_EXERCISE BRIEF_
Output every line from the beginning of the records through the line that contains "margin:0; font-size:20px; white-space:nowrap;", exactly as it appears.

_THE INPUT_

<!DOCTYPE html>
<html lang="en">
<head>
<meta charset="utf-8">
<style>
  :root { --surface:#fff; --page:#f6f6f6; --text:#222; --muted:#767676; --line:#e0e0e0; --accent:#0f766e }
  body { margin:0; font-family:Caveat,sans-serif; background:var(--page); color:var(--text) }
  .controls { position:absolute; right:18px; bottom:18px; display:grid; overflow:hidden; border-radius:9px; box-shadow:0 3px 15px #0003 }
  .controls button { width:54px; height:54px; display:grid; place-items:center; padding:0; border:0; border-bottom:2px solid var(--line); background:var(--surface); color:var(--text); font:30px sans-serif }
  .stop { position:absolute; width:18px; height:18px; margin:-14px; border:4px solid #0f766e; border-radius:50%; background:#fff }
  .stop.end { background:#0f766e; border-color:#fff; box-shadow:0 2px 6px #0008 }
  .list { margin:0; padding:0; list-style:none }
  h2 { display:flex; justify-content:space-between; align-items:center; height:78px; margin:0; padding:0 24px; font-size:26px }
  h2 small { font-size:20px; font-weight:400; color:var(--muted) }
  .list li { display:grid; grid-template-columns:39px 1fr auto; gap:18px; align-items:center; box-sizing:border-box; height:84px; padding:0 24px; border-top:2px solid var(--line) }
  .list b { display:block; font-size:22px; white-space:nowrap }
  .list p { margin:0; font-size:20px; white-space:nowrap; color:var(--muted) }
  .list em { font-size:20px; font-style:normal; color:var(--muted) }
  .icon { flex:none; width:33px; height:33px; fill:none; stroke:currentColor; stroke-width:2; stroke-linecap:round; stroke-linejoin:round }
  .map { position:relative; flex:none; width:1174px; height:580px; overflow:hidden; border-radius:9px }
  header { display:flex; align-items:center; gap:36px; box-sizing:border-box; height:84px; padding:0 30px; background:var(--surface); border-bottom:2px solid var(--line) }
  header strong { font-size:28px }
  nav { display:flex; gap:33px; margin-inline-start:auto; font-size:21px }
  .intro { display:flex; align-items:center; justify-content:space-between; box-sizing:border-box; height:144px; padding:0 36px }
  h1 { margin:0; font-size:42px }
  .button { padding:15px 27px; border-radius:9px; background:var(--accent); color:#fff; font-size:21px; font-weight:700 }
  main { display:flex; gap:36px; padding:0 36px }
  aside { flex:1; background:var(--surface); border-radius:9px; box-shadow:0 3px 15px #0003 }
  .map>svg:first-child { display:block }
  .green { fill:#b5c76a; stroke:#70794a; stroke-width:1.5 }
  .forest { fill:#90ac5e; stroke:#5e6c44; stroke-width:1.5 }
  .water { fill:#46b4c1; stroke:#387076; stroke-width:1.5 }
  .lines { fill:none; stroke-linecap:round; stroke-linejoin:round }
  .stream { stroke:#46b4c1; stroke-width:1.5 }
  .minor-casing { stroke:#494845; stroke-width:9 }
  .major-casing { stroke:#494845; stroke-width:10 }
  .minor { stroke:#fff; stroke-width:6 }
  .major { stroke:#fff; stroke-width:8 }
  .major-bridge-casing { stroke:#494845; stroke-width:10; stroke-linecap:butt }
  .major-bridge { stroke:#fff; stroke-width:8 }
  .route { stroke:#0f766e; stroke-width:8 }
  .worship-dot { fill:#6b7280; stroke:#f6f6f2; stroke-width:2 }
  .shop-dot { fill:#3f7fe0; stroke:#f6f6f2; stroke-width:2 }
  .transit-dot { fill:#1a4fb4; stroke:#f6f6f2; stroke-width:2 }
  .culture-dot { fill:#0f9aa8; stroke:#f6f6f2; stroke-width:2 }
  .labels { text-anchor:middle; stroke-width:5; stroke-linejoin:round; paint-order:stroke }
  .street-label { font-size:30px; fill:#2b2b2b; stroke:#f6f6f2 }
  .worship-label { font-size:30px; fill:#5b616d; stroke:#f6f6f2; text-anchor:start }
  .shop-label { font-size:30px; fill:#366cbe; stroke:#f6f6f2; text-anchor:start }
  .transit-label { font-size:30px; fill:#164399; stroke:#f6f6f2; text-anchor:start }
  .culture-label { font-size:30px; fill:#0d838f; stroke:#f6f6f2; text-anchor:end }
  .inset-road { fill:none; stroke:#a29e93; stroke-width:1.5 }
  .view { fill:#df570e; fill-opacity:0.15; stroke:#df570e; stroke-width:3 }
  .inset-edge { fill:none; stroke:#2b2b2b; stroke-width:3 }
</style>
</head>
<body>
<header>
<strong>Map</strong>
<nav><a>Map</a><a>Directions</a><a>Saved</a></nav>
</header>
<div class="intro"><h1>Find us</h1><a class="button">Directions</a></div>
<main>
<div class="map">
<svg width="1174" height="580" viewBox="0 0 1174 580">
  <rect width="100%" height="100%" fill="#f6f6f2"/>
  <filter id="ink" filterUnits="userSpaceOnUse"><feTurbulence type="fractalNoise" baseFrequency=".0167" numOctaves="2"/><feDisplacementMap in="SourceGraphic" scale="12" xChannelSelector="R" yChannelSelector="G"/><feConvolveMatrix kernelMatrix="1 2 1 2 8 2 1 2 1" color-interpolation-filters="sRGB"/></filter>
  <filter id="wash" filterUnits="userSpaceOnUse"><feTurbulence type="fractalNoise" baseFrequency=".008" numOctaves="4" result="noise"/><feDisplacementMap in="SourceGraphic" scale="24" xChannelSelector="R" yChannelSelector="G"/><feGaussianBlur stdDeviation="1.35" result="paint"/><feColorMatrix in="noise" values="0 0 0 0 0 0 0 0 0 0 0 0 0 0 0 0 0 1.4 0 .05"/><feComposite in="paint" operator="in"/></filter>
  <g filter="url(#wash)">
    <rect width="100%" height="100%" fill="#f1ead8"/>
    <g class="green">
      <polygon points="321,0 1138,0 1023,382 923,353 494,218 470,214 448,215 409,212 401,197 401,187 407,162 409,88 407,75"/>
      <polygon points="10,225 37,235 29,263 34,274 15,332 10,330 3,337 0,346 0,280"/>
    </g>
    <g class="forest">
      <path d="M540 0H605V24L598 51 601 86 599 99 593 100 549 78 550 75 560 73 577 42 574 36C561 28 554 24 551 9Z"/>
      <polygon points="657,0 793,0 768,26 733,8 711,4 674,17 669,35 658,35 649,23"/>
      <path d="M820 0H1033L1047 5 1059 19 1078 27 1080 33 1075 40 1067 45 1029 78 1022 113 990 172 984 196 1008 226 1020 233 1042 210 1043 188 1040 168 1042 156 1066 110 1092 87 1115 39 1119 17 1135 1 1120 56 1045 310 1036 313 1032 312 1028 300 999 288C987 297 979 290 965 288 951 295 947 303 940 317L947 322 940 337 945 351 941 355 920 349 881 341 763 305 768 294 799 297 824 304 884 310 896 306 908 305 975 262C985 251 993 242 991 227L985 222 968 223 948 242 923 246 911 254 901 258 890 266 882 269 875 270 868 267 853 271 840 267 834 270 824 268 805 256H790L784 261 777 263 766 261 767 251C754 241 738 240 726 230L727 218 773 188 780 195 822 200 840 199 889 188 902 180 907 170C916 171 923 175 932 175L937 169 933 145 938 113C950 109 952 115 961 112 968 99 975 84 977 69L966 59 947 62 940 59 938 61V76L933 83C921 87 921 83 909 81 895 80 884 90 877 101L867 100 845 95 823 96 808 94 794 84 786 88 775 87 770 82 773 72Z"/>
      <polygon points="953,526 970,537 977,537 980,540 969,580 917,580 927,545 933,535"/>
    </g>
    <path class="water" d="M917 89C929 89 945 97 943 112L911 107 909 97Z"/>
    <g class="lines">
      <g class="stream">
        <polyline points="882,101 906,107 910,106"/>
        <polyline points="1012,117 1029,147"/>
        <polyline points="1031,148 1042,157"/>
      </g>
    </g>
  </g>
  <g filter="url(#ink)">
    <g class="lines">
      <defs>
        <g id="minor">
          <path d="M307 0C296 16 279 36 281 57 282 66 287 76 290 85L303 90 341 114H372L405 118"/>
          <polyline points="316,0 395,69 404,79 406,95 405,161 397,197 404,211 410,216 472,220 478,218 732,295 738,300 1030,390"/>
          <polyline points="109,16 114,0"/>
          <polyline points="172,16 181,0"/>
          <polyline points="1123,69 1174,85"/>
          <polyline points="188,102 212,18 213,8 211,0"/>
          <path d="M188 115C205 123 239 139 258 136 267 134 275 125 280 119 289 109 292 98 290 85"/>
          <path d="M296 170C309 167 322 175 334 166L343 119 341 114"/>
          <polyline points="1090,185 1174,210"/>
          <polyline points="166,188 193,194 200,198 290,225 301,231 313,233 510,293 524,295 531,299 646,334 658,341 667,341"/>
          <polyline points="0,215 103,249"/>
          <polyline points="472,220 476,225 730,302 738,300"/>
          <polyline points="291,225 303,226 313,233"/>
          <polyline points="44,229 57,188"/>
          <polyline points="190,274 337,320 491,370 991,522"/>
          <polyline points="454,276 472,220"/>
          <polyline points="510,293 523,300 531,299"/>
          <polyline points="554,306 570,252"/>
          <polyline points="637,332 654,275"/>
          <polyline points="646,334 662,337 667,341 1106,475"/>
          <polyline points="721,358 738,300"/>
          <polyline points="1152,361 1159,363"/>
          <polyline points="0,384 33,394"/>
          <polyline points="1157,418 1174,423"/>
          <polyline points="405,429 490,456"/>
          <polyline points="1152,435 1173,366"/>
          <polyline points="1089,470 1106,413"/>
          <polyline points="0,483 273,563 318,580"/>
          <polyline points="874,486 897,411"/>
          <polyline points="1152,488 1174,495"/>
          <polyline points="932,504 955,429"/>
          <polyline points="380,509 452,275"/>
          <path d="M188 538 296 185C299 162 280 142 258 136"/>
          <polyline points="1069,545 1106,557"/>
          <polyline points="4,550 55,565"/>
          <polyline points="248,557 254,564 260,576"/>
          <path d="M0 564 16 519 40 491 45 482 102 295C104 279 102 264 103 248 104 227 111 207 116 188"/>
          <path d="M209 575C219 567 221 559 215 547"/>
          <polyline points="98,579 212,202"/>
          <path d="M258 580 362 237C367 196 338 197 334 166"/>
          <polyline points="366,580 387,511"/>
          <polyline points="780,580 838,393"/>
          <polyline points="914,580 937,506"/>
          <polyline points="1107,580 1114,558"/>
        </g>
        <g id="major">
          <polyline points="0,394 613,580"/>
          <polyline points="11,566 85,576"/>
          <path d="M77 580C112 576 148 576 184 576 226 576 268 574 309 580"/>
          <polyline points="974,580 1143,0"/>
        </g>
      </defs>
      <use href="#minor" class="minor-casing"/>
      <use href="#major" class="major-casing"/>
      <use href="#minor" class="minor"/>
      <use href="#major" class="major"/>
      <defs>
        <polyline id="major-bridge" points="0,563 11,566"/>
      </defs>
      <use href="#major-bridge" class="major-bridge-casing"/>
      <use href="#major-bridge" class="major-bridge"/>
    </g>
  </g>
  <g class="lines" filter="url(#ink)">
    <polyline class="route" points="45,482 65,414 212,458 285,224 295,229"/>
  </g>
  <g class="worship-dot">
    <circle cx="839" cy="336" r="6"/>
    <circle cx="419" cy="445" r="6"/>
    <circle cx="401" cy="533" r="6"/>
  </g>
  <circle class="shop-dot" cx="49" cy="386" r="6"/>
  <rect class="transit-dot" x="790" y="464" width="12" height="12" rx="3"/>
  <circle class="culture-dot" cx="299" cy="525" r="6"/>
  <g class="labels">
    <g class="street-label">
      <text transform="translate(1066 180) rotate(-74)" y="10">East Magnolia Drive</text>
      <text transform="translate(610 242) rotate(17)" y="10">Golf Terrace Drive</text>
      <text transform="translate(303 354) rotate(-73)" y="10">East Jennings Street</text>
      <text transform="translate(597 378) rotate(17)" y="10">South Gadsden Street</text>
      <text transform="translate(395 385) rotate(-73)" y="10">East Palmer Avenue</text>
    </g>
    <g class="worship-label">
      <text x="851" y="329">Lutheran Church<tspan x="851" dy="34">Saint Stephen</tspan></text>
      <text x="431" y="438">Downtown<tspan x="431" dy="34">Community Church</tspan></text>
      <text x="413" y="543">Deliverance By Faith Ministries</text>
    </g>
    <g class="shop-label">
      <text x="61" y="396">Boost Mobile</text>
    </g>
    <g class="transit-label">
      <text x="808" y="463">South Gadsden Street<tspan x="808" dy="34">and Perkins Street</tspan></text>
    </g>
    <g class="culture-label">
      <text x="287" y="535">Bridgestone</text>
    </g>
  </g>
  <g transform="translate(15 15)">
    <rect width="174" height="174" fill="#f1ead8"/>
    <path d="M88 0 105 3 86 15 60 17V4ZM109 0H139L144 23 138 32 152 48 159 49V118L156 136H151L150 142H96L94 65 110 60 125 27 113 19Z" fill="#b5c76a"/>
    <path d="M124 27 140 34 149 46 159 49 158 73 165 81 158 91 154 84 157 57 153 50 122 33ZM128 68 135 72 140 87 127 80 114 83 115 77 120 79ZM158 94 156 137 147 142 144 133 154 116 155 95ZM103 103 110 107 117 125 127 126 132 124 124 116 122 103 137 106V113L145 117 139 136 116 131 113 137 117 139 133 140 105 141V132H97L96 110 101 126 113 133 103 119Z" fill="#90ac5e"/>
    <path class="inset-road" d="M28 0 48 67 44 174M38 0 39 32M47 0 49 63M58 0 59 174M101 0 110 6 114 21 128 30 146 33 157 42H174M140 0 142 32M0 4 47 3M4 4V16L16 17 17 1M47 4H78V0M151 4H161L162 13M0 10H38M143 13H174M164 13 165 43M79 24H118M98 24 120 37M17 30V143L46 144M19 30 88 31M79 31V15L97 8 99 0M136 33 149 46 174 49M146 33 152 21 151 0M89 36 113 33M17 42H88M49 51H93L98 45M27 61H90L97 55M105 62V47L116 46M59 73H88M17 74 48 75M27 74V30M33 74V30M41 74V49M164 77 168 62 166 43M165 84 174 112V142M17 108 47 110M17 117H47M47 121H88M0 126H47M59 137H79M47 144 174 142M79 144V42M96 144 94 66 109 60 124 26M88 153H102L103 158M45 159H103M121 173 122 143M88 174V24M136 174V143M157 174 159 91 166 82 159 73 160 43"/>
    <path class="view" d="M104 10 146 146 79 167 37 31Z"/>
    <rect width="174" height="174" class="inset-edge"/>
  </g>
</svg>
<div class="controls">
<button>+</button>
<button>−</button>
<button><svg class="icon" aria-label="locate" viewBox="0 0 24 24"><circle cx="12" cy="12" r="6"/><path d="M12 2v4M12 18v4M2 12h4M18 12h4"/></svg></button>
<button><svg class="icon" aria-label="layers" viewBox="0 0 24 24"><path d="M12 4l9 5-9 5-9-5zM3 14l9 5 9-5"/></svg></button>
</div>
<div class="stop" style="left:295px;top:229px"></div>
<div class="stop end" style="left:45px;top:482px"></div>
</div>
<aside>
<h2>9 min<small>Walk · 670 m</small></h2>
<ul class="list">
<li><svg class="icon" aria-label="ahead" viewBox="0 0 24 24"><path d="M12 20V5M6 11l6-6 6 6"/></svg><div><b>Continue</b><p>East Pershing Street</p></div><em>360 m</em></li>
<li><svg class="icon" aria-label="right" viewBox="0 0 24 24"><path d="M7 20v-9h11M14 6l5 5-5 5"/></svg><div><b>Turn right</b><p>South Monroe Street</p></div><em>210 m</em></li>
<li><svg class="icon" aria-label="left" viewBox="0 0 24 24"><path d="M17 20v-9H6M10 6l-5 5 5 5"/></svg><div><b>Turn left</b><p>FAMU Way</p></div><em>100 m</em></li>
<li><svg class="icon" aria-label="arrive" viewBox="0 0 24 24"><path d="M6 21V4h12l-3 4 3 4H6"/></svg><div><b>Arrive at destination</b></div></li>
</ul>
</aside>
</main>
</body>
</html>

_YOUR SOLUTION_
<!DOCTYPE html>
<html lang="en">
<head>
<meta charset="utf-8">
<style>
  :root { --surface:#fff; --page:#f6f6f6; --text:#222; --muted:#767676; --line:#e0e0e0; --accent:#0f766e }
  body { margin:0; font-family:Caveat,sans-serif; background:var(--page); color:var(--text) }
  .controls { position:absolute; right:18px; bottom:18px; display:grid; overflow:hidden; border-radius:9px; box-shadow:0 3px 15px #0003 }
  .controls button { width:54px; height:54px; display:grid; place-items:center; padding:0; border:0; border-bottom:2px solid var(--line); background:var(--surface); color:var(--text); font:30px sans-serif }
  .stop { position:absolute; width:18px; height:18px; margin:-14px; border:4px solid #0f766e; border-radius:50%; background:#fff }
  .stop.end { background:#0f766e; border-color:#fff; box-shadow:0 2px 6px #0008 }
  .list { margin:0; padding:0; list-style:none }
  h2 { display:flex; justify-content:space-between; align-items:center; height:78px; margin:0; padding:0 24px; font-size:26px }
  h2 small { font-size:20px; font-weight:400; color:var(--muted) }
  .list li { display:grid; grid-template-columns:39px 1fr auto; gap:18px; align-items:center; box-sizing:border-box; height:84px; padding:0 24px; border-top:2px solid var(--line) }
  .list b { display:block; font-size:22px; white-space:nowrap }
  .list p { margin:0; font-size:20px; white-space:nowrap; color:var(--muted) }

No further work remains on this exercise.